*WORK TO COMPLETE*.
Copy exactly the lines from the one containing "M173,527L169,549L181,560L180,571L123,570L122,559Z" through the last line of the records, both included, and nothing more.

*Records from a data collection*.

┌──

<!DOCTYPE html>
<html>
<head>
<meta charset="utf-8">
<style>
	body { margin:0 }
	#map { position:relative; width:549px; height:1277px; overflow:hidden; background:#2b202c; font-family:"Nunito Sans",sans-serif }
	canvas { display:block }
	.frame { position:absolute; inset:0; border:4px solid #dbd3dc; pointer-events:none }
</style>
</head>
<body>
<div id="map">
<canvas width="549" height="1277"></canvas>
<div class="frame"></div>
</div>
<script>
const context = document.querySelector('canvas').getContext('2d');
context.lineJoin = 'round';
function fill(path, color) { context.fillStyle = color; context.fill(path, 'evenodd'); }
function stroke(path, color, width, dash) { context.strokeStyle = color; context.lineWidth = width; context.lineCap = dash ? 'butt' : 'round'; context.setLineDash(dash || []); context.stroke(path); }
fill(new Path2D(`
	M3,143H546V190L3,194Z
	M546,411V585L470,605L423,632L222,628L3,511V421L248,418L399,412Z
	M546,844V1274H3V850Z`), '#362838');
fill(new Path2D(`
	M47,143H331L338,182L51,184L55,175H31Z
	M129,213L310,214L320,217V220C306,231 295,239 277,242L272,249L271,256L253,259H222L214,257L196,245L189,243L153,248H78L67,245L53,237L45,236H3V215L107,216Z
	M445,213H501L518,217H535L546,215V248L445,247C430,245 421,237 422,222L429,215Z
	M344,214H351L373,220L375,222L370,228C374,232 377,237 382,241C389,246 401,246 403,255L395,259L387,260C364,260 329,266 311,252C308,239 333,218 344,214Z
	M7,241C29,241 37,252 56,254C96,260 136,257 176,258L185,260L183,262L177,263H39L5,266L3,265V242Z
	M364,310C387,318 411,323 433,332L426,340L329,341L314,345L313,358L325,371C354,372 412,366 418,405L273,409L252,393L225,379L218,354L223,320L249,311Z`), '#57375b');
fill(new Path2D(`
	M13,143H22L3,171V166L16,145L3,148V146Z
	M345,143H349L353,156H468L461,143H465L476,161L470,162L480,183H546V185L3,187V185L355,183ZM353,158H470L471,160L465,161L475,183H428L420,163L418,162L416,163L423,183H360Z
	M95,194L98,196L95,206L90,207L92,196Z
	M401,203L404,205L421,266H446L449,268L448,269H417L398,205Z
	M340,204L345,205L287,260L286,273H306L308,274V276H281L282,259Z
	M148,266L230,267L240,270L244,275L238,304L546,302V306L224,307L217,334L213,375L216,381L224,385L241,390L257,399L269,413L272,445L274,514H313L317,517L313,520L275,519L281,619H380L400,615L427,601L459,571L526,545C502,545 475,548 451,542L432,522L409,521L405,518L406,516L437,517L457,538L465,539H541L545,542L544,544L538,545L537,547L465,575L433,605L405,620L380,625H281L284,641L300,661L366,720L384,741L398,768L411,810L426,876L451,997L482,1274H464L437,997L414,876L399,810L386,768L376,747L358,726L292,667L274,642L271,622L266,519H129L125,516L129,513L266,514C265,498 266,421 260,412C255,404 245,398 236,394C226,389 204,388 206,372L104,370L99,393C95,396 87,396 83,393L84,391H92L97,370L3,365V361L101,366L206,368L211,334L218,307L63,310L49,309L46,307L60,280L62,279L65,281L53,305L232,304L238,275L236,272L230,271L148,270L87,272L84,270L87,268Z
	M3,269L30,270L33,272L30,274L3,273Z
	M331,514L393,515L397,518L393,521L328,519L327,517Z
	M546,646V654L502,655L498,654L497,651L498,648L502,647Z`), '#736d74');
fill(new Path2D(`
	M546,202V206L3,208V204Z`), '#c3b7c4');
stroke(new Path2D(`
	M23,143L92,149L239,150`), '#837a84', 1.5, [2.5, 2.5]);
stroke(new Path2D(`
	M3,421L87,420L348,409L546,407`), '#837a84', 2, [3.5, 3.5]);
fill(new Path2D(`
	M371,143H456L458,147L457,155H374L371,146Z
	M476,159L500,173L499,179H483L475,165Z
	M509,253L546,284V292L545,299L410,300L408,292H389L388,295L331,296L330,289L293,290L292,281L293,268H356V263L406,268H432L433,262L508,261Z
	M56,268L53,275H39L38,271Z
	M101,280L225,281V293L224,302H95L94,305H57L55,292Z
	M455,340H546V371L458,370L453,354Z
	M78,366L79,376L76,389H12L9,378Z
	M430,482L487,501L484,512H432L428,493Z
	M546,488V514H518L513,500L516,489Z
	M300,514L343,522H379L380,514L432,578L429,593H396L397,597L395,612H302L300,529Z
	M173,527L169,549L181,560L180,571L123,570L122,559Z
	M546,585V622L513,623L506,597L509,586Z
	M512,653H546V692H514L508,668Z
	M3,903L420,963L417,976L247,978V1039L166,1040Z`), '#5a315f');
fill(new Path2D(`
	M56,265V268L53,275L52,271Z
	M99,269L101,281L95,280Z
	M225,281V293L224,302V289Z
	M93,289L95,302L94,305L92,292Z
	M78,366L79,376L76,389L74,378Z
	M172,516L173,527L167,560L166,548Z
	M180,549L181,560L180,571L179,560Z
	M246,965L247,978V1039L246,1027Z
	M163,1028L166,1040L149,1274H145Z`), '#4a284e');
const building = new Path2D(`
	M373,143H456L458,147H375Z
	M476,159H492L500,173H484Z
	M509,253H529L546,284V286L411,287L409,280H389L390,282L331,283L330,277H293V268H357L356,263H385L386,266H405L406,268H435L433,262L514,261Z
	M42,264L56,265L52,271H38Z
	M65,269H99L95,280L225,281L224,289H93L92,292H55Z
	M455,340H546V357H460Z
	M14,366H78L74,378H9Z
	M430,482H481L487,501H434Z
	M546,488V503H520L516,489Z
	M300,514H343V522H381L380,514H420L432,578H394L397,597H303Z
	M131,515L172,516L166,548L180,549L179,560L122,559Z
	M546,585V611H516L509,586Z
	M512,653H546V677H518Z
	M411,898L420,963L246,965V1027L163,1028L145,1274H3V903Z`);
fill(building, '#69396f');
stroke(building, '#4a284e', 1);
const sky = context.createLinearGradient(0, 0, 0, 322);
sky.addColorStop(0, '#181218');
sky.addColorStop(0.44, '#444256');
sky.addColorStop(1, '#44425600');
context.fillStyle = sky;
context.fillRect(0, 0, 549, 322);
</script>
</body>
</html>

└──

*EXERCISE ANSWER*.
	M173,527L169,549L181,560L180,571L123,570L122,559Z
	M546,585V622L513,623L506,597L509,586Z
	M512,653H546V692H514L508,668Z
	M3,903L420,963L417,976L247,978V1039L166,1040Z`), '#5a315f');
fill(new Path2D(`
	M56,265V268L53,275L52,271Z
	M99,269L101,281L95,280Z
	M225,281V293L224,302V289Z
	M93,289L95,302L94,305L92,292Z
	M78,366L79,376L76,389L74,378Z
	M172,516L173,527L167,560L166,548Z
	M180,549L181,560L180,571L179,560Z
	M246,965L247,978V1039L246,1027Z
	M163,1028L166,1040L149,1274H145Z`), '#4a284e');
const building = new Path2D(`
	M373,143H456L458,147H375Z
	M476,159H492L500,173H484Z
	M509,253H529L546,284V286L411,287L409,280H389L390,282L331,283L330,277H293V268H357L356,263H385L386,266H405L406,268H435L433,262L514,261Z
	M42,264L56,265L52,271H38Z
	M65,269H99L95,280L225,281L224,289H93L92,292H55Z
	M455,340H546V357H460Z
	M14,366H78L74,378H9Z
	M430,482H481L487,501H434Z
	M546,488V503H520L516,489Z
	M300,514H343V522H381L380,514H420L432,578H394L397,597H303Z
	M131,515L172,516L166,548L180,549L179,560L122,559Z
	M546,585V611H516L509,586Z
	M512,653H546V677H518Z
	M411,898L420,963L246,965V1027L163,1028L145,1274H3V903Z`);
fill(building, '#69396f');
stroke(building, '#4a284e', 1);
const sky = context.createLinearGradient(0, 0, 0, 322);
sky.addColorStop(0, '#181218');
sky.addColorStop(0.44, '#444256');
sky.addColorStop(1, '#44425600');
context.fillStyle = sky;
context.fillRect(0, 0, 549, 322);
</script>
</body>
</html>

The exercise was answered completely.